Segment Start: Data to examine

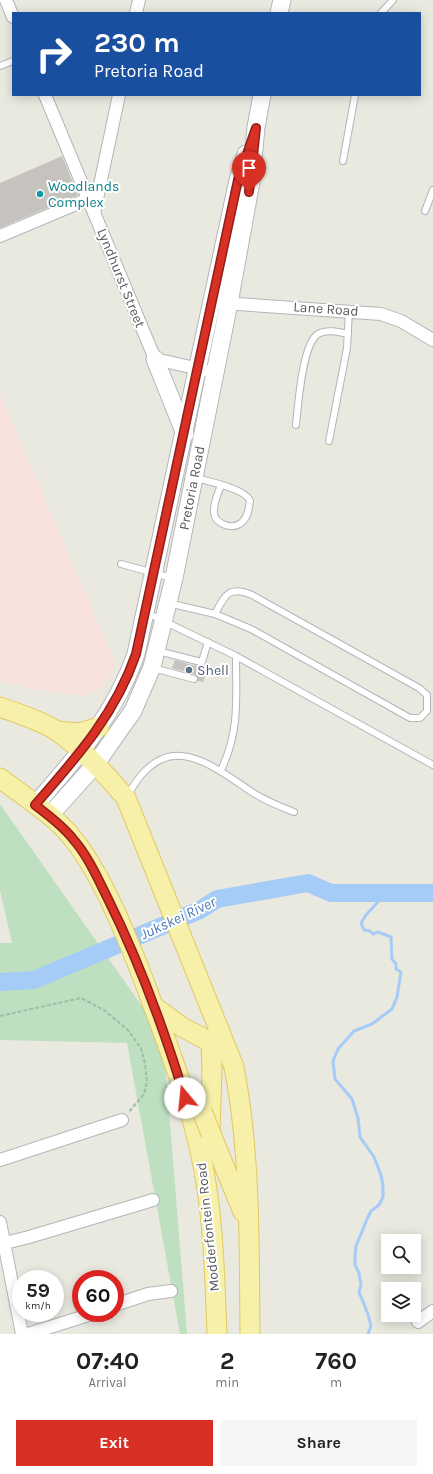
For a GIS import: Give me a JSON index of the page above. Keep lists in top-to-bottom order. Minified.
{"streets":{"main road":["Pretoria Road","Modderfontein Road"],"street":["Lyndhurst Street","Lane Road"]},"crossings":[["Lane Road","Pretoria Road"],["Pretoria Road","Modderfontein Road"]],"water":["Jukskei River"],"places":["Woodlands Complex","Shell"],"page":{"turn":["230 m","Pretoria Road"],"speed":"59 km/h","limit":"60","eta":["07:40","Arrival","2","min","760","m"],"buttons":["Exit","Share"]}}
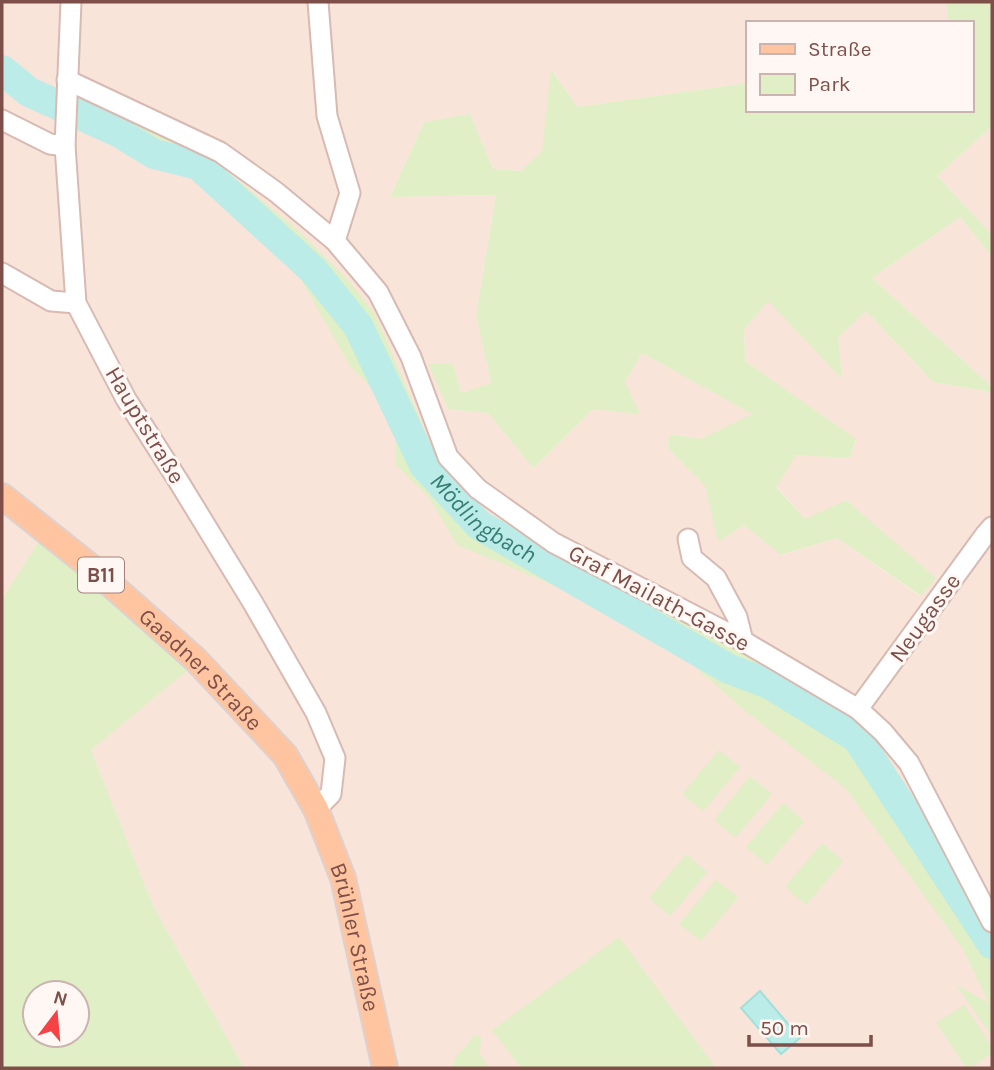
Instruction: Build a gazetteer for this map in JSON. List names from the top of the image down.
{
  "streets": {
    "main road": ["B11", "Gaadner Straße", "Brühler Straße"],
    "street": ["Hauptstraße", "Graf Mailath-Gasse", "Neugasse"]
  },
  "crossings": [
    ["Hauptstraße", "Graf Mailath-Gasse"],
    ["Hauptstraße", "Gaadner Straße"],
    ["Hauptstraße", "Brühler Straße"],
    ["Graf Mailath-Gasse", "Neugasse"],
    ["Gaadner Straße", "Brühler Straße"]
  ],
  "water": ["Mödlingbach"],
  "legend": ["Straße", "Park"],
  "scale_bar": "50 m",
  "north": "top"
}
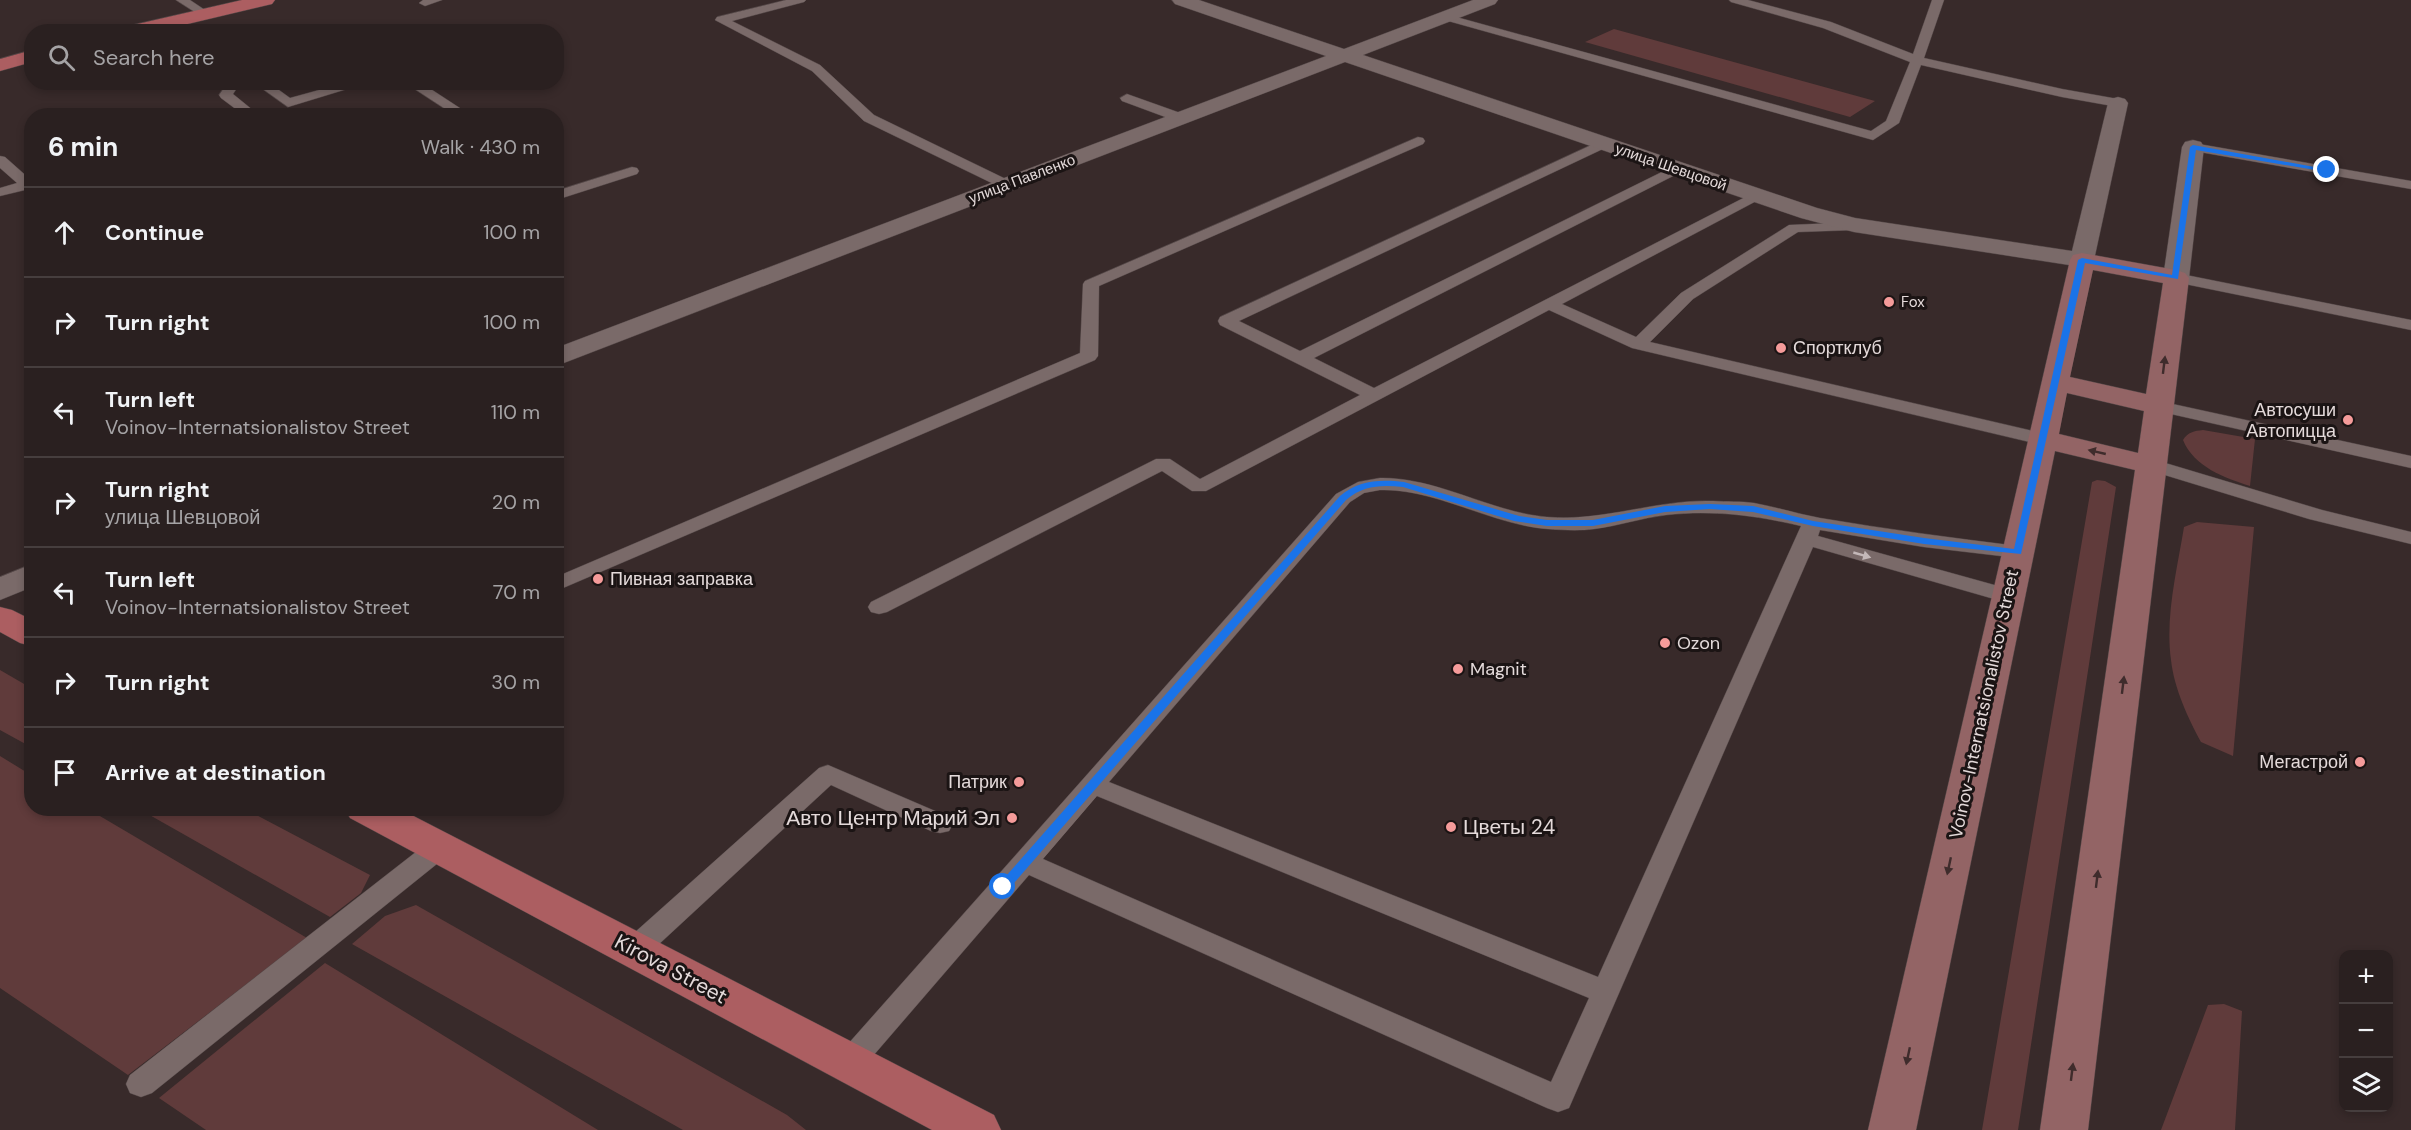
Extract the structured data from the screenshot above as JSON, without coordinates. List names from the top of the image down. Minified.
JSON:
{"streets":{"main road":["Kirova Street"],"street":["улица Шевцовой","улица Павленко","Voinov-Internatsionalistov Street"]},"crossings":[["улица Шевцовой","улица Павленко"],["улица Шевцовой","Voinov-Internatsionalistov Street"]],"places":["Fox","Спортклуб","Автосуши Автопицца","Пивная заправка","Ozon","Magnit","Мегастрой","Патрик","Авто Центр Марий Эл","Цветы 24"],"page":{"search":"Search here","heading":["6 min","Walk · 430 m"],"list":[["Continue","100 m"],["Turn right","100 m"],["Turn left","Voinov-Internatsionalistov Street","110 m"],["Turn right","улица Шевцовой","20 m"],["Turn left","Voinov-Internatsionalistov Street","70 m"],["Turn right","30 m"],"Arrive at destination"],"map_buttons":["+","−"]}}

Segment End: Data to examine
Segment Start: Data to examine

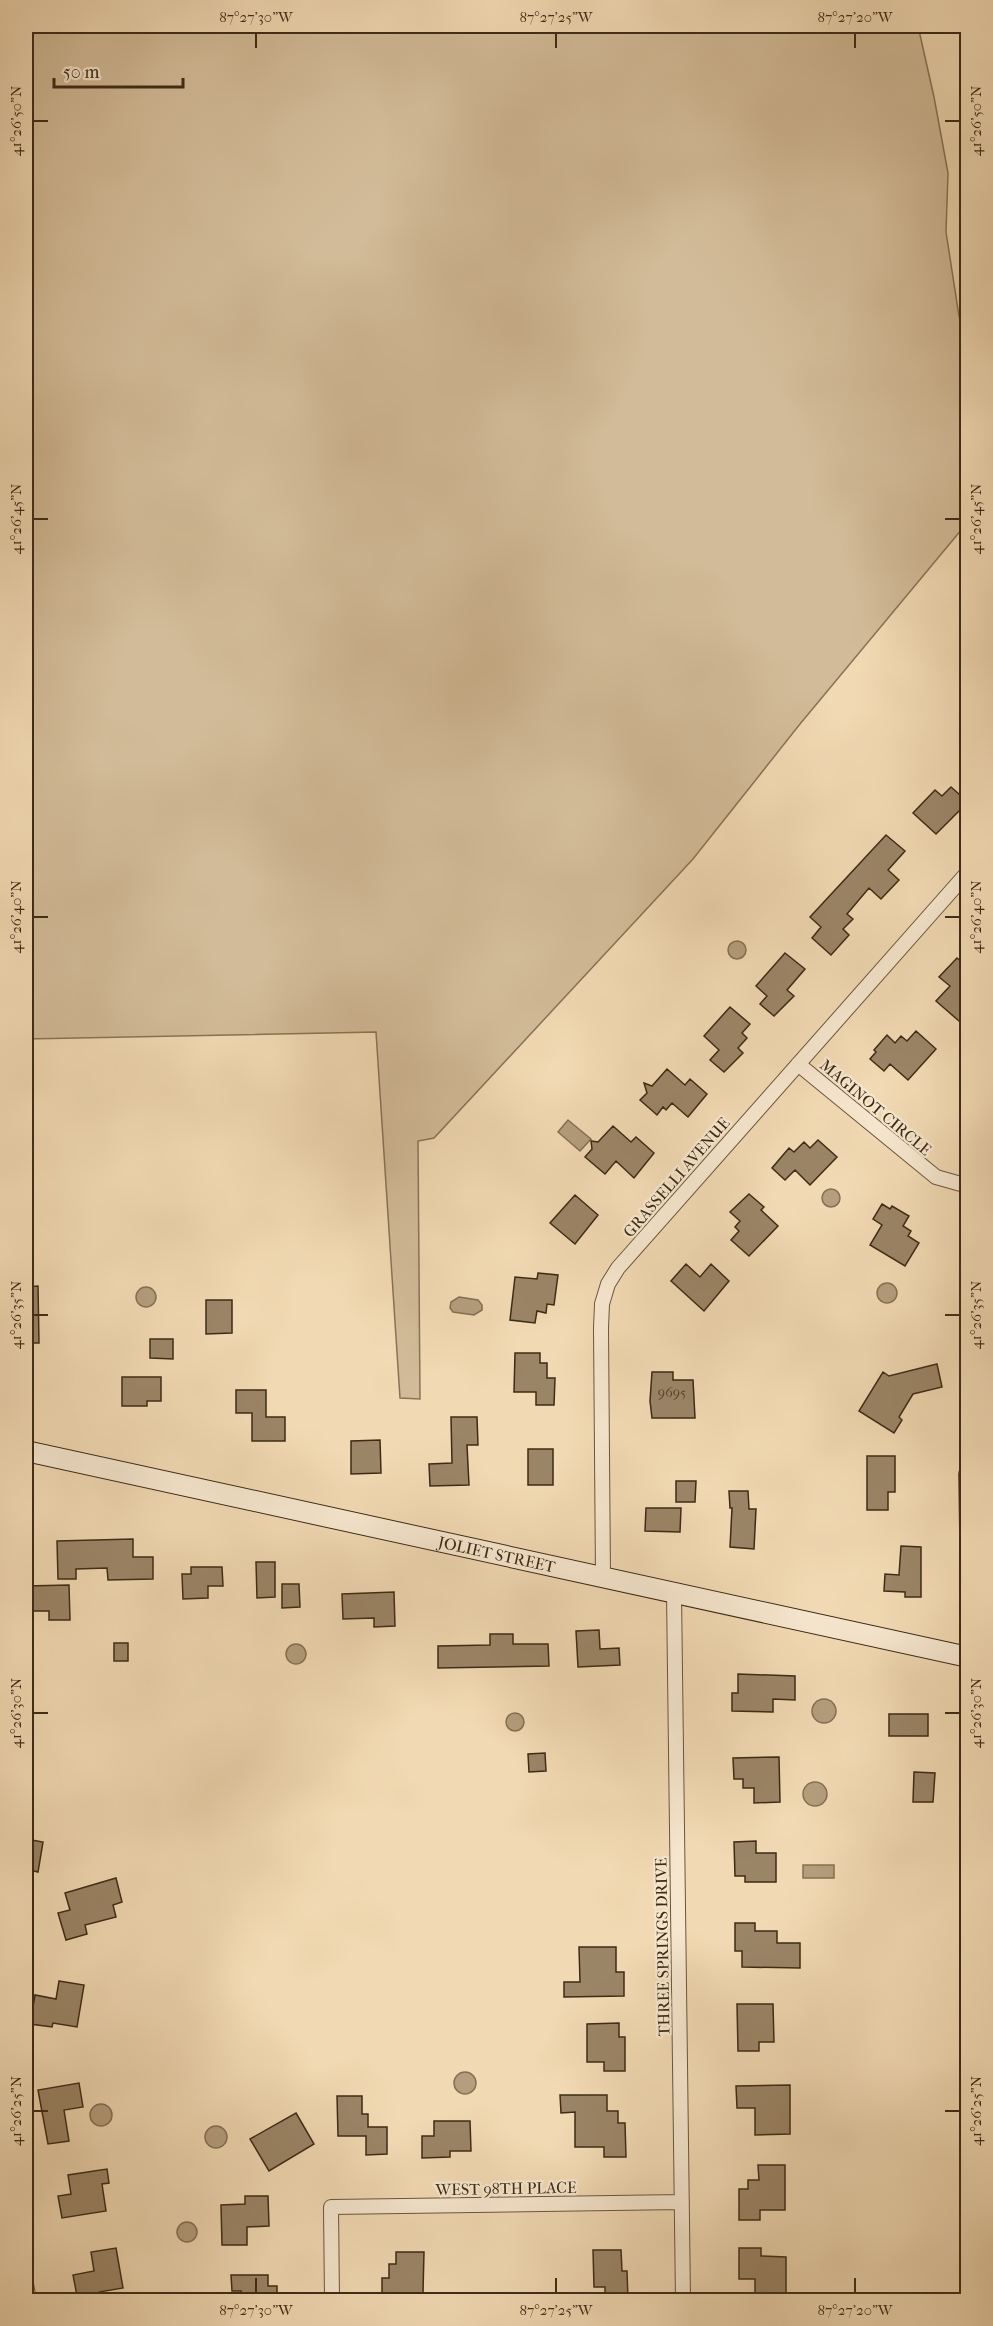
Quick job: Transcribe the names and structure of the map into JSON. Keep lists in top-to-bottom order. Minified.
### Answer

Segment End: Data to examine
Segment Start: Data to examine

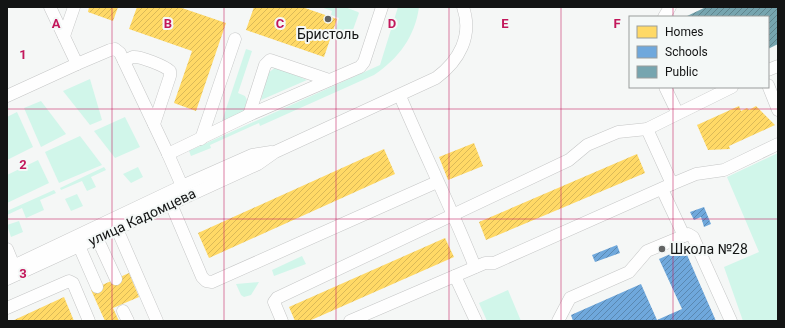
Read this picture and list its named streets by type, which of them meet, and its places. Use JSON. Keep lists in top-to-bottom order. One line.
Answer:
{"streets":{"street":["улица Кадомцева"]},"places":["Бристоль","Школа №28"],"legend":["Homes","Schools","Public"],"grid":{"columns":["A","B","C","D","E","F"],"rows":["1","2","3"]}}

Segment End: Data to examine

• Goal of the exercise: Look through the listing above for the line with "For a GIS import: Give" and the line with "Extract the structured". Write out exactly those lines and everything between, leaving out pictures.

• Response below:
For a GIS import: Give me a JSON index of the page above. Keep lists in top-to-bottom order. Minified.
{"streets":{"main road":["Pretoria Road","Modderfontein Road"],"street":["Lyndhurst Street","Lane Road"]},"crossings":[["Lane Road","Pretoria Road"],["Pretoria Road","Modderfontein Road"]],"water":["Jukskei River"],"places":["Woodlands Complex","Shell"],"page":{"turn":["230 m","Pretoria Road"],"speed":"59 km/h","limit":"60","eta":["07:40","Arrival","2","min","760","m"],"buttons":["Exit","Share"]}}
Instruction: Build a gazetteer for this map in JSON. List names from the top of the image down.
{
  "streets": {
    "main road": ["B11", "Gaadner Straße", "Brühler Straße"],
    "street": ["Hauptstraße", "Graf Mailath-Gasse", "Neugasse"]
  },
  "crossings": [
    ["Hauptstraße", "Graf Mailath-Gasse"],
    ["Hauptstraße", "Gaadner Straße"],
    ["Hauptstraße", "Brühler Straße"],
    ["Graf Mailath-Gasse", "Neugasse"],
    ["Gaadner Straße", "Brühler Straße"]
  ],
  "water": ["Mödlingbach"],
  "legend": ["Straße", "Park"],
  "scale_bar": "50 m",
  "north": "top"
}
Extract the structured data from the screenshot above as JSON, without coordinates. List names from the top of the image down. Minified.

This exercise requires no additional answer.